Below are records; how many of their lines contain "tools"? Give the number and no other words.

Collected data
# # #
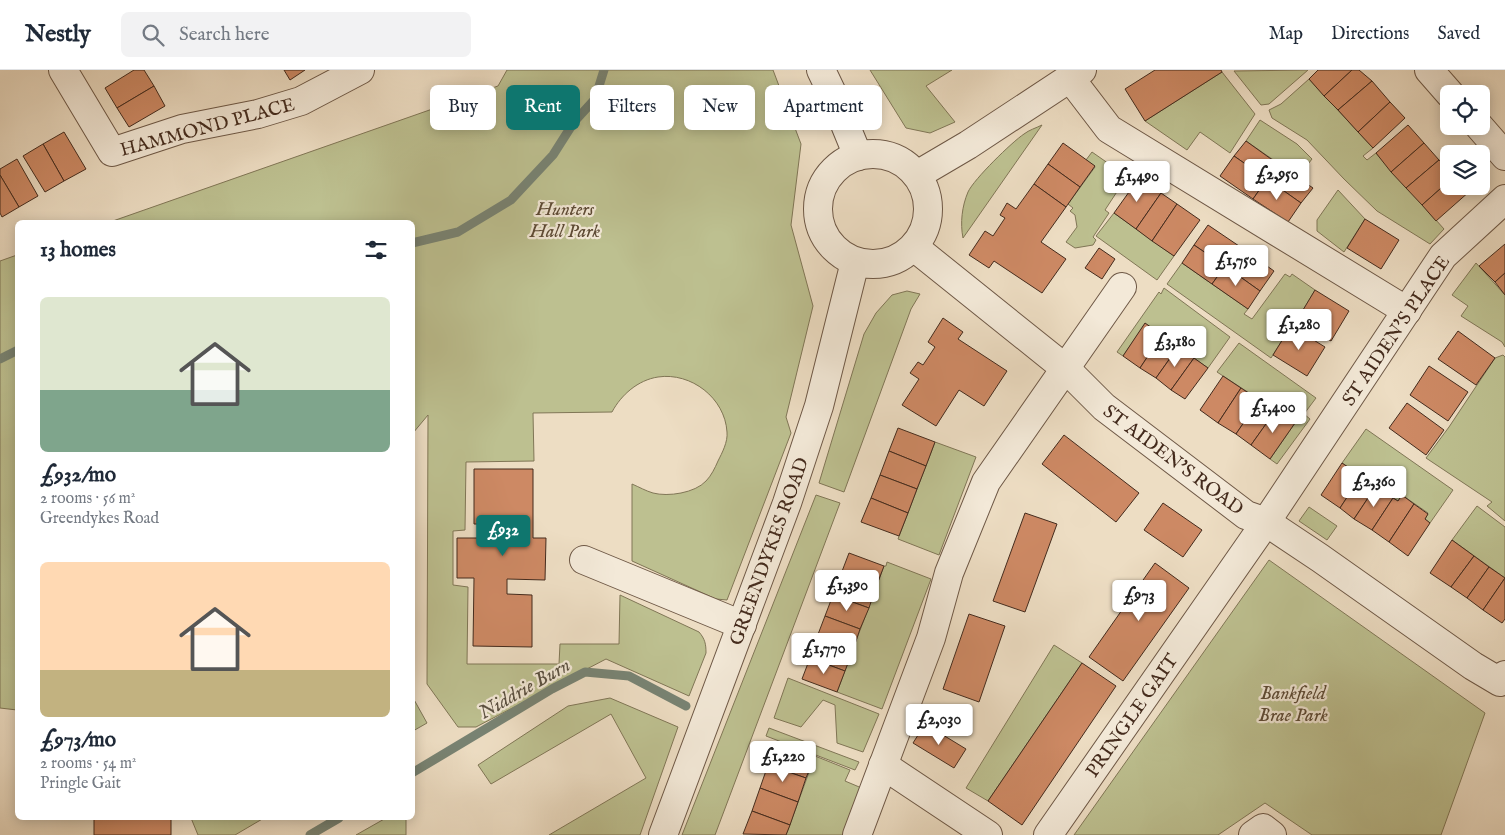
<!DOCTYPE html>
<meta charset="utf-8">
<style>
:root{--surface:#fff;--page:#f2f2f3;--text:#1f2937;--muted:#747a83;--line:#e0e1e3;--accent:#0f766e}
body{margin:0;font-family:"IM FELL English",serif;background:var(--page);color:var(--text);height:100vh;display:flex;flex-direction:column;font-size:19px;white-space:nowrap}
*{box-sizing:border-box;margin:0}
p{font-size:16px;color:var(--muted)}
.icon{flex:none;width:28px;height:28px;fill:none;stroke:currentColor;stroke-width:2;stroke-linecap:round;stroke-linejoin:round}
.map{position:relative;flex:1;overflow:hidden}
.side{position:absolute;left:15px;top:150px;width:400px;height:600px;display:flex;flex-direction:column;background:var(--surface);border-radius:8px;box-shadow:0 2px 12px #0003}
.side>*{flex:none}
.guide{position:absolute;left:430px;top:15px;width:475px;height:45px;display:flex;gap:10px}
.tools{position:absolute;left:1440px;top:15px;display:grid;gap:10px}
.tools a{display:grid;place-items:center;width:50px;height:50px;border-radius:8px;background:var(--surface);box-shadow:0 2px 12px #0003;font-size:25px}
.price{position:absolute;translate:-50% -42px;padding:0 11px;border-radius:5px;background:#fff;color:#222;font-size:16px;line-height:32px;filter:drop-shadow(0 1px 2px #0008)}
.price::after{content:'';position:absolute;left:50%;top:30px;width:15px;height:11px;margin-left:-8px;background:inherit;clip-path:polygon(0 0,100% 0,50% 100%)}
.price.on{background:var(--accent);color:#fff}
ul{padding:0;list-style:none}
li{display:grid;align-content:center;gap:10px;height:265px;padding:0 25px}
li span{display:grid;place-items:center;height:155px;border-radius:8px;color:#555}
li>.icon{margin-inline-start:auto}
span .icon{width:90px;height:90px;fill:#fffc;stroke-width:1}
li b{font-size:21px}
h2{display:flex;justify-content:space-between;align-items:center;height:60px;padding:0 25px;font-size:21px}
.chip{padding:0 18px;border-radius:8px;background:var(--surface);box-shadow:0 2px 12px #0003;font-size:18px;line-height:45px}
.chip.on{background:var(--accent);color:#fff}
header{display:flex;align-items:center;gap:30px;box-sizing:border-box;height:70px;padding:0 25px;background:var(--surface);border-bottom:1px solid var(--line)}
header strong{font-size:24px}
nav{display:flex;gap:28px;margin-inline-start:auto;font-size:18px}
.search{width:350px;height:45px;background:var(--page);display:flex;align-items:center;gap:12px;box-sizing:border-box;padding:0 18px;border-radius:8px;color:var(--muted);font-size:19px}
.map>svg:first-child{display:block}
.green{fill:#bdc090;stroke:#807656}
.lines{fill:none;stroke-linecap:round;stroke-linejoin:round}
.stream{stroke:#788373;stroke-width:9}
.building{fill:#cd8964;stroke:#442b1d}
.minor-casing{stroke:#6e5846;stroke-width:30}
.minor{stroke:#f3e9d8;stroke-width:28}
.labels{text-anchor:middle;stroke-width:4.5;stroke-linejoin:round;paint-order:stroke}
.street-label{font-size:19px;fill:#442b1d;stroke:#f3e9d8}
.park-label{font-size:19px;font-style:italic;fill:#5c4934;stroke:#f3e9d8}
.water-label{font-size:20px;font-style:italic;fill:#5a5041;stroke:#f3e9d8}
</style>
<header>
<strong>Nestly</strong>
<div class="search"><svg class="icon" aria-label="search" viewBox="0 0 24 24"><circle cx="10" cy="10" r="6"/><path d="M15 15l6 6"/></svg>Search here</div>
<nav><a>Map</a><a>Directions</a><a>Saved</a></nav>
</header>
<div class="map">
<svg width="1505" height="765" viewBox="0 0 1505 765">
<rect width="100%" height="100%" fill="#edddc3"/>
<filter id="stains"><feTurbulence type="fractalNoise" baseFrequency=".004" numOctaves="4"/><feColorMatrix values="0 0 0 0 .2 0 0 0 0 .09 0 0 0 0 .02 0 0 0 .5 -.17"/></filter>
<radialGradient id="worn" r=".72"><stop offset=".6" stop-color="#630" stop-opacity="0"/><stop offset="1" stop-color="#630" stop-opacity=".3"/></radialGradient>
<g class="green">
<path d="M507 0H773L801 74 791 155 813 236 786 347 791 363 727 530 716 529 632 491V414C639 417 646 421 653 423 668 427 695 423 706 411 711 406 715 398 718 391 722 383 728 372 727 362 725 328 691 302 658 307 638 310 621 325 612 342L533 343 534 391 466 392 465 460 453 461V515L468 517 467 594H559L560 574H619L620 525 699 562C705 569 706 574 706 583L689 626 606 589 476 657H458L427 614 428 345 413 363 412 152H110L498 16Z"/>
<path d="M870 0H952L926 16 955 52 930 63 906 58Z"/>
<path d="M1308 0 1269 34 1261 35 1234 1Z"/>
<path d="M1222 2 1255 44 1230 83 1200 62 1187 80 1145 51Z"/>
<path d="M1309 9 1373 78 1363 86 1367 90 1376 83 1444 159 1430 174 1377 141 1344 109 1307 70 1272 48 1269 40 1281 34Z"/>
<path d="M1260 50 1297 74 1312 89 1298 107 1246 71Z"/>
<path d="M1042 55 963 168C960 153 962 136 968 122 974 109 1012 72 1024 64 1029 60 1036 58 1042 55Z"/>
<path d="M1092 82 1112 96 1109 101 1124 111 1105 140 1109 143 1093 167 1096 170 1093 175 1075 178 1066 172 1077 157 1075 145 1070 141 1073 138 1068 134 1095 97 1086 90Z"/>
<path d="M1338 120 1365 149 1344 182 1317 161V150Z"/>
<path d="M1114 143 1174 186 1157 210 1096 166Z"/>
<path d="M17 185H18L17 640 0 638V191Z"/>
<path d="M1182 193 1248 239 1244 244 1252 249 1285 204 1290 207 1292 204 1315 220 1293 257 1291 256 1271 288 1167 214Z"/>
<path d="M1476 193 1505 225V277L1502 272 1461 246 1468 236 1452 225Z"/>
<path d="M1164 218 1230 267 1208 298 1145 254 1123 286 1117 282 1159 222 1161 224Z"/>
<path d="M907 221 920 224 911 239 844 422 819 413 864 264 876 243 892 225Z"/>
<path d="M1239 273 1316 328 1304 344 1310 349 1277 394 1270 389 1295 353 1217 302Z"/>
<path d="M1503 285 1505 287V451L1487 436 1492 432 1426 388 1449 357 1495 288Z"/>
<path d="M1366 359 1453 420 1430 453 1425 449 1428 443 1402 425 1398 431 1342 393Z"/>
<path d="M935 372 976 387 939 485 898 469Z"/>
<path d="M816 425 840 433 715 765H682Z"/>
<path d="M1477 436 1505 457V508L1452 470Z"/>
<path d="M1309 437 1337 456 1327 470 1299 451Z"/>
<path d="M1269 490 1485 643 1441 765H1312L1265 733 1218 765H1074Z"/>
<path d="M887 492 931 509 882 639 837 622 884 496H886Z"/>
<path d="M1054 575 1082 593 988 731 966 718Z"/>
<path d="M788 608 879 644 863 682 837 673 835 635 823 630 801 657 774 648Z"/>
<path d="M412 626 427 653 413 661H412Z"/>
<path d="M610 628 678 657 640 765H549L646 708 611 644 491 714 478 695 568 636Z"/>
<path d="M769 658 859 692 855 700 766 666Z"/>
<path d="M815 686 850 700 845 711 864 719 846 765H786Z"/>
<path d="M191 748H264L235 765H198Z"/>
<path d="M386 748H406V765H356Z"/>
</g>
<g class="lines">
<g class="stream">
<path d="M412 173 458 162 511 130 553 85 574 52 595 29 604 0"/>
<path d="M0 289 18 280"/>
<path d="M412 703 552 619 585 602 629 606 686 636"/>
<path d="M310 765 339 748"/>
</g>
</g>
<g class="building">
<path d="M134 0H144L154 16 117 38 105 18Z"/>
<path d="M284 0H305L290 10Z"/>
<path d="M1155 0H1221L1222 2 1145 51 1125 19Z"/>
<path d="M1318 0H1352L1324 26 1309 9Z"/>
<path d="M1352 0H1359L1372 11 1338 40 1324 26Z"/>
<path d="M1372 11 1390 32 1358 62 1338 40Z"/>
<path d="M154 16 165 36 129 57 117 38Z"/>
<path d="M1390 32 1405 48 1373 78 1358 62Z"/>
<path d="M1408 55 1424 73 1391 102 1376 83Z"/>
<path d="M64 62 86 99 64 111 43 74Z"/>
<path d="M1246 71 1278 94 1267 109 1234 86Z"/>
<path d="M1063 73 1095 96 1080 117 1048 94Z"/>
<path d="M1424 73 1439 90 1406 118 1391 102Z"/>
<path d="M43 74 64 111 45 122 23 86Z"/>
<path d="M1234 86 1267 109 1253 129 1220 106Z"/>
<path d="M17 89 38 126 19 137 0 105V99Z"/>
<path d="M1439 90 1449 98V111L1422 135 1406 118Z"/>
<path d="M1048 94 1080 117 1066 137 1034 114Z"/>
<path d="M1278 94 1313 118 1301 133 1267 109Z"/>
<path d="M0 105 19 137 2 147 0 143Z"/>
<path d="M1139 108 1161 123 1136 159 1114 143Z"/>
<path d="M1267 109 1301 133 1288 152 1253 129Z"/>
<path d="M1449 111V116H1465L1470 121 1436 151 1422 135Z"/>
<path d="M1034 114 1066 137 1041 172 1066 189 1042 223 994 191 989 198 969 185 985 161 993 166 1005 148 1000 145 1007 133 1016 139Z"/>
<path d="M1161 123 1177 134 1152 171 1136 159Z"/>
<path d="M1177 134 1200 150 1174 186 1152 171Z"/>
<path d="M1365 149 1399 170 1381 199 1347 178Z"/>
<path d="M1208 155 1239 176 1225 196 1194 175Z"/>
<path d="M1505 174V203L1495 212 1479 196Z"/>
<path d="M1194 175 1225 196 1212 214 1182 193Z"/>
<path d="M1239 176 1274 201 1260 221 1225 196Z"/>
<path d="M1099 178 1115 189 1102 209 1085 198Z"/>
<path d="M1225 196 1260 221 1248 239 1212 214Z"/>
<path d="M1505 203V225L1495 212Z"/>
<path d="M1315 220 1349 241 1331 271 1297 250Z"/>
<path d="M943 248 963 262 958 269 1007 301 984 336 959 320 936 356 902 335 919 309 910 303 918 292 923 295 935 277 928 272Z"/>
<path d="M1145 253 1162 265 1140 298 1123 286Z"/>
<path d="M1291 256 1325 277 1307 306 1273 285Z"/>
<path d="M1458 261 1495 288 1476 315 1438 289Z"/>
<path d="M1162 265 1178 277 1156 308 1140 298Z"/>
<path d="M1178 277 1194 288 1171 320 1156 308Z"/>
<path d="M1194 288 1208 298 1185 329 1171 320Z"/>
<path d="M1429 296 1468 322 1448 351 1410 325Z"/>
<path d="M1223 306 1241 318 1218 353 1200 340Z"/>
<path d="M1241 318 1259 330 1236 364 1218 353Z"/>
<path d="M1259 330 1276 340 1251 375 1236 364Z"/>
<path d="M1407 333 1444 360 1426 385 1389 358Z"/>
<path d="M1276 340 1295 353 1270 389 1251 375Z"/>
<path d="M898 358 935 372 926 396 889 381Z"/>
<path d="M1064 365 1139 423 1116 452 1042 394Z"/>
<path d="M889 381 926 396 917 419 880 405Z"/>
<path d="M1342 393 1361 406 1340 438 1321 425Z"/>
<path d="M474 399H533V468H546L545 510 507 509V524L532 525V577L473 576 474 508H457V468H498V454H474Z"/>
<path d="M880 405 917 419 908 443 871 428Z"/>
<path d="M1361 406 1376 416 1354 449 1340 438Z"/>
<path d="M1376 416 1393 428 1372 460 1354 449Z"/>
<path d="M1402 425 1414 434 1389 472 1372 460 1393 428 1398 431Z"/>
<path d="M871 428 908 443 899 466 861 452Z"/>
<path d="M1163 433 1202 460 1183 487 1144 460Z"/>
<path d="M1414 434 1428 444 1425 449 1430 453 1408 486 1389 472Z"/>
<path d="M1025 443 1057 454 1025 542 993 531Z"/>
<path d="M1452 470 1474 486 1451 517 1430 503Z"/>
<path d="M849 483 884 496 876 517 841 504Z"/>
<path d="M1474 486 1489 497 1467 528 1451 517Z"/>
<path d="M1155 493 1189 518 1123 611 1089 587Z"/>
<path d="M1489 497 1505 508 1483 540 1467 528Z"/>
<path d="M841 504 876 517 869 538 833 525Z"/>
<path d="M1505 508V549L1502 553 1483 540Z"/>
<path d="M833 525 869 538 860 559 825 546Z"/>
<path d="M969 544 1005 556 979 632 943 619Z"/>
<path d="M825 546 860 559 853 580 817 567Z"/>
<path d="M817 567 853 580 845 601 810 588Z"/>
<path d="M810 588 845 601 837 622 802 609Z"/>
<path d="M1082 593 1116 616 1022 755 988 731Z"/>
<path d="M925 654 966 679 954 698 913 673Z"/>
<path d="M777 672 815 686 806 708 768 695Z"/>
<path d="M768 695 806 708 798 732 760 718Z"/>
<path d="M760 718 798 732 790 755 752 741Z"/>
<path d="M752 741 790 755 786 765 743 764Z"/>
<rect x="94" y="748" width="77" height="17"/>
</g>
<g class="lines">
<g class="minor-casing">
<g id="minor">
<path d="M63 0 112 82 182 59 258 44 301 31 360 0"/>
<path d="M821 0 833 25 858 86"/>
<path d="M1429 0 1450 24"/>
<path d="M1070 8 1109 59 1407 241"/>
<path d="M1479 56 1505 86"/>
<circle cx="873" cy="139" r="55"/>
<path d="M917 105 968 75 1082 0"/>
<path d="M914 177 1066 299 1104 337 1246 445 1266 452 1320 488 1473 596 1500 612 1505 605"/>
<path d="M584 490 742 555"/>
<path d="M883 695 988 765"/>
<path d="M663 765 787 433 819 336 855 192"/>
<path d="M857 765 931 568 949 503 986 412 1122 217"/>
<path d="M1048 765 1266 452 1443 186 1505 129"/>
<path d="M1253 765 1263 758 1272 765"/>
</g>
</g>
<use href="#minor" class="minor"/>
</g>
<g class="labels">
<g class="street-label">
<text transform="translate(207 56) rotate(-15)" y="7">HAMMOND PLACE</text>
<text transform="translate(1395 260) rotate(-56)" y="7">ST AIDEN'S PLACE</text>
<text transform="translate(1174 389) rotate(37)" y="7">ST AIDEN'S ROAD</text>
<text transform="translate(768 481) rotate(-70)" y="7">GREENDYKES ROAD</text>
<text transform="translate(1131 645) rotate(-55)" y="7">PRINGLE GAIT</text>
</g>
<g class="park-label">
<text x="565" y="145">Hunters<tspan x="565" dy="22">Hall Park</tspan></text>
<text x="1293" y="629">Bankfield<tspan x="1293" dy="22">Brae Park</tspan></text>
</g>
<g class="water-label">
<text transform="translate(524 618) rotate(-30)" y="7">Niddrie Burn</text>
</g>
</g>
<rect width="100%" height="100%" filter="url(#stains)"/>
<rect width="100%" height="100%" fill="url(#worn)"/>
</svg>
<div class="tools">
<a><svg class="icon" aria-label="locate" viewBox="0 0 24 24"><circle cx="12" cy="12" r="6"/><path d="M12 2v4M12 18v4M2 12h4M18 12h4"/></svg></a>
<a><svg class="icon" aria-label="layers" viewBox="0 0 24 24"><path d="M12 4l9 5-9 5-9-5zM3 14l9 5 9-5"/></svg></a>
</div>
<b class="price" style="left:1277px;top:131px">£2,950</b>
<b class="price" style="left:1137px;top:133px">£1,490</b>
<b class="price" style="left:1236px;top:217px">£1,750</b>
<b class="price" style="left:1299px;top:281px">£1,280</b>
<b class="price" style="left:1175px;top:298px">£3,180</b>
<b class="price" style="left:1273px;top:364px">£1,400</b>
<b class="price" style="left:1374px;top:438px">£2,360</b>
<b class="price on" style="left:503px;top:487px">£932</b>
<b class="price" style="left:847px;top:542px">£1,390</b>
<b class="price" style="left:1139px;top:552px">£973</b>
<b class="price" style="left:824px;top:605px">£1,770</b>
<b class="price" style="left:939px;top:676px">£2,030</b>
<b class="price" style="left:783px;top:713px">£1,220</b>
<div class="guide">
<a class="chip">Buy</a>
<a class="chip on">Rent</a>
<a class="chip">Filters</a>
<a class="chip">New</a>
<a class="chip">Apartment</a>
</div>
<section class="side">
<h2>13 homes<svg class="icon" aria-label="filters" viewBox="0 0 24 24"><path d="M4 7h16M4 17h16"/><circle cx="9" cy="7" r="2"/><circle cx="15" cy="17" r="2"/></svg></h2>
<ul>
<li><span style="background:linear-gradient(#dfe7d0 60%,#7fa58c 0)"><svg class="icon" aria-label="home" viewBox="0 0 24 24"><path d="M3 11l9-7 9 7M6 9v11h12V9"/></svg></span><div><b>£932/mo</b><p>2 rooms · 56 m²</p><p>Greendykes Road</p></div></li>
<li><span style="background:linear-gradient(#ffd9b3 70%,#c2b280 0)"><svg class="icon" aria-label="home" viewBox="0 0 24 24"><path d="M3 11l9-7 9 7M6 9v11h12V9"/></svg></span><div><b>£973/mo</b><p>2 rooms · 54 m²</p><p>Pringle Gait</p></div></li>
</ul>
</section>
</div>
# # #
**TASK ANSWER**
3